Try it: Where a line below holds the string "turn", that line goes into the answer.

Materials provided:

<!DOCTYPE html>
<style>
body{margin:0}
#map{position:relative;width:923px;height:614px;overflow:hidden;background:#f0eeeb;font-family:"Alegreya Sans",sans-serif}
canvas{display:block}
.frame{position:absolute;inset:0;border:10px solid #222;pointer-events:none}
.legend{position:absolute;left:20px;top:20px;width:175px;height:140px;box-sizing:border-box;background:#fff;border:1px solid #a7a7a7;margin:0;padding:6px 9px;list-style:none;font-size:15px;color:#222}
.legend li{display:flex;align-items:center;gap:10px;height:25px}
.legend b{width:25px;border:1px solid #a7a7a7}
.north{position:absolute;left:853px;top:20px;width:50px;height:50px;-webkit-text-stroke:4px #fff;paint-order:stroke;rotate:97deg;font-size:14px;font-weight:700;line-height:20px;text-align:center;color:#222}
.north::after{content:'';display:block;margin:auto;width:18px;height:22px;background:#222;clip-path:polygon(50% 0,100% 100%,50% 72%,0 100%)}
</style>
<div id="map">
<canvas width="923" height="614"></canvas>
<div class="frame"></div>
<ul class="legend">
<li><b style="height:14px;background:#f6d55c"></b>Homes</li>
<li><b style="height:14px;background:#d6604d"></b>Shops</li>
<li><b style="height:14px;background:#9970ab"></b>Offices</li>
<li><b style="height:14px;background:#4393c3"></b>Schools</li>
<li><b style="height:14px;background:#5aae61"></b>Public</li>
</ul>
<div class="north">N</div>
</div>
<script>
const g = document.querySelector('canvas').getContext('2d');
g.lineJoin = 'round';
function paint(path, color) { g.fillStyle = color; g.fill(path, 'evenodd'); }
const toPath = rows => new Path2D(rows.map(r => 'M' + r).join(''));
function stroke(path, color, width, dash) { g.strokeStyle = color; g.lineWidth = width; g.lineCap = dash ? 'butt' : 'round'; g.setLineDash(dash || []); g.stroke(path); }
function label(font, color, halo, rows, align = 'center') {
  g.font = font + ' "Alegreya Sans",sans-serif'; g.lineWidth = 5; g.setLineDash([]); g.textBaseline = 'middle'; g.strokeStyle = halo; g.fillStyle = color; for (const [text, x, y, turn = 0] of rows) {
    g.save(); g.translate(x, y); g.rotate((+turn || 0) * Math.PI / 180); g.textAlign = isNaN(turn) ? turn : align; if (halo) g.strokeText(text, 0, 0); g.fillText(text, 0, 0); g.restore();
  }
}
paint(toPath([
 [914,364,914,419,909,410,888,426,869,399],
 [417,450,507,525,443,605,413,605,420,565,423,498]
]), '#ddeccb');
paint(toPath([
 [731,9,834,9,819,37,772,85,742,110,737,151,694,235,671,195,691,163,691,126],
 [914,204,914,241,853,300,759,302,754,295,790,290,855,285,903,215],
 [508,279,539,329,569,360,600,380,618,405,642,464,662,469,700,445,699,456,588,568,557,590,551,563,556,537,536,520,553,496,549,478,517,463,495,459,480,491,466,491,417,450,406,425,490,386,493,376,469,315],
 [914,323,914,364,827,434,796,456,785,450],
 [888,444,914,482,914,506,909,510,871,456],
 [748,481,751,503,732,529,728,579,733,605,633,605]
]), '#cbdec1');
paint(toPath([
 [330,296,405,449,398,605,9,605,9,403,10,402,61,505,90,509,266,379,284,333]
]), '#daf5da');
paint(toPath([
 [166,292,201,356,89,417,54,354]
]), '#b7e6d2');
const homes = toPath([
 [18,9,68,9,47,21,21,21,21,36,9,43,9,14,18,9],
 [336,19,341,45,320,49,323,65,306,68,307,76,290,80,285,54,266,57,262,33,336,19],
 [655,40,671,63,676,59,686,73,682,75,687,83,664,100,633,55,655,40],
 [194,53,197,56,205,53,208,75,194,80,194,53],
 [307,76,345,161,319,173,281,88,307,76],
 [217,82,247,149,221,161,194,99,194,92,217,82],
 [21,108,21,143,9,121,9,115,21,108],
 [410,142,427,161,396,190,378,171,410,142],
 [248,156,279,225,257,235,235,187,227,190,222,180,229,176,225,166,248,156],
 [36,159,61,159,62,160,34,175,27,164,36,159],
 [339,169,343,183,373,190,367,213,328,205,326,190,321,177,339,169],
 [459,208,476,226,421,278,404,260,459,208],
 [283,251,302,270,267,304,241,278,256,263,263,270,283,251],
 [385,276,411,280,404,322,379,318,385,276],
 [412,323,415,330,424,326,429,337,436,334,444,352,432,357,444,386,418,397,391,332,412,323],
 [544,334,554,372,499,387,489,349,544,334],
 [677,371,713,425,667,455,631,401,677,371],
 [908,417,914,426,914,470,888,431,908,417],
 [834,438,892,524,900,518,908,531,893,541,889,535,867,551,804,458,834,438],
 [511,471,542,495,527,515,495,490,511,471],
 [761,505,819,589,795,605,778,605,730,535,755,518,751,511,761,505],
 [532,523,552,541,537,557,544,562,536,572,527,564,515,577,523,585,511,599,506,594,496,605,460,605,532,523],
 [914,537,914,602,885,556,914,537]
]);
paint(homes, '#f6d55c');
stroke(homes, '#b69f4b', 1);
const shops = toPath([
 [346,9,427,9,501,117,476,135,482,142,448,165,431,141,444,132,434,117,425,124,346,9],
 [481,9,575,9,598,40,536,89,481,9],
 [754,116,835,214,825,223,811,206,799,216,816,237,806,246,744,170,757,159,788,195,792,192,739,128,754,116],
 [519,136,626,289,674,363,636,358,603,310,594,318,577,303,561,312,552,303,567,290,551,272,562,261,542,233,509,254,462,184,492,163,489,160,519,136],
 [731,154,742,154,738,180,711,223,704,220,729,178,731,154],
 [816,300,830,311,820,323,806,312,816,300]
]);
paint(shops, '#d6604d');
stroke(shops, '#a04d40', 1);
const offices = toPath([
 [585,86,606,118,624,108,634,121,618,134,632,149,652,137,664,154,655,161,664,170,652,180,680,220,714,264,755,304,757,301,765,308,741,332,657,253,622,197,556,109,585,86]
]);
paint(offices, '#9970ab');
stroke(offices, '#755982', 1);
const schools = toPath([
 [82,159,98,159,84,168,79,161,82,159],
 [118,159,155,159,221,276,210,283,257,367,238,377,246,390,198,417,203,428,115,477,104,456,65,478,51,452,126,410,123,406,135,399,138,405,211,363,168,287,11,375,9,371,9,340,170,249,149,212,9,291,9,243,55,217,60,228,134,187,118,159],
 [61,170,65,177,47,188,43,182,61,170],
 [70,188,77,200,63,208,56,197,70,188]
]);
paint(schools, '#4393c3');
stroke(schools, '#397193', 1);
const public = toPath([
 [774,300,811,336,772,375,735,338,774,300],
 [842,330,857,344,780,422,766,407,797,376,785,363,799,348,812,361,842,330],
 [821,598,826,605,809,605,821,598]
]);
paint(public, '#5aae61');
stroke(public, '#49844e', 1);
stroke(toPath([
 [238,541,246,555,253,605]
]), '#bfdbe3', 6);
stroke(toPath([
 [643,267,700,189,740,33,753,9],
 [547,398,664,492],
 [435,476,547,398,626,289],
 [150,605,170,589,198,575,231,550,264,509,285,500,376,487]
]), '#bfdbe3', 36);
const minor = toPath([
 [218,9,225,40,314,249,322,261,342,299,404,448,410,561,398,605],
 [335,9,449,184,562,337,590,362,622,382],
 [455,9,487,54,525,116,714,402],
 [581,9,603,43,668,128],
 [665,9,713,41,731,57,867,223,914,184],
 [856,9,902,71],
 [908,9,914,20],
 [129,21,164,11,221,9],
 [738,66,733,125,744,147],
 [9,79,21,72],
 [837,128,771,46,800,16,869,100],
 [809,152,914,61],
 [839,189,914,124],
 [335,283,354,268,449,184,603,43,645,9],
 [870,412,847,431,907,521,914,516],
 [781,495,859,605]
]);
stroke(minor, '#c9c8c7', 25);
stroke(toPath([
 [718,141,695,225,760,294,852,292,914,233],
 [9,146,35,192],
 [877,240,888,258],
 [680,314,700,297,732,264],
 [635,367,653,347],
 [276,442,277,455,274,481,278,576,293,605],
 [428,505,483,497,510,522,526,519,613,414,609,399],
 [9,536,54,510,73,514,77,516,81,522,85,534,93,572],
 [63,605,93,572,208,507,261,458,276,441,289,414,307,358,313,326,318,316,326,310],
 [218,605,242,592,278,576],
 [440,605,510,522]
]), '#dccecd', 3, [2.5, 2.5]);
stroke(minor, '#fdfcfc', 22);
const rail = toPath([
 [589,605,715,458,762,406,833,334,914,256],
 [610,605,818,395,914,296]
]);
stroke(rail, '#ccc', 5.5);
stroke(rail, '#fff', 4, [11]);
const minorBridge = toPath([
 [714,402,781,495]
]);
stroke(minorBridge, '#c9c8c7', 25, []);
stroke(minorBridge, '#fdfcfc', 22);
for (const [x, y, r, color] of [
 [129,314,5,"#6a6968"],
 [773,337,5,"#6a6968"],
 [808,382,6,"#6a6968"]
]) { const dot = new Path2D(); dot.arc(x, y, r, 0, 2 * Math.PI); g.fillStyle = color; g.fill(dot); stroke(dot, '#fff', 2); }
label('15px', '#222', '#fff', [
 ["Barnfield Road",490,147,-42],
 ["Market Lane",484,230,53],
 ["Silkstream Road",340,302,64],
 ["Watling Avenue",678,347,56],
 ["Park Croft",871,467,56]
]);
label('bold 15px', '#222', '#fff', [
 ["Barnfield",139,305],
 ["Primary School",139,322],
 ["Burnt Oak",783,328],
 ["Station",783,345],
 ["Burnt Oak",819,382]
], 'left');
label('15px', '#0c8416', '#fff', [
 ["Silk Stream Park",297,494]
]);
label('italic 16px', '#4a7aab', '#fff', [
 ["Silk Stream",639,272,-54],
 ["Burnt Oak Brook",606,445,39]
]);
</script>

Solution below:
  g.font = font + ' "Alegreya Sans",sans-serif'; g.lineWidth = 5; g.setLineDash([]); g.textBaseline = 'middle'; g.strokeStyle = halo; g.fillStyle = color; for (const [text, x, y, turn = 0] of rows) {
    g.save(); g.translate(x, y); g.rotate((+turn || 0) * Math.PI / 180); g.textAlign = isNaN(turn) ? turn : align; if (halo) g.strokeText(text, 0, 0); g.fillText(text, 0, 0); g.restore();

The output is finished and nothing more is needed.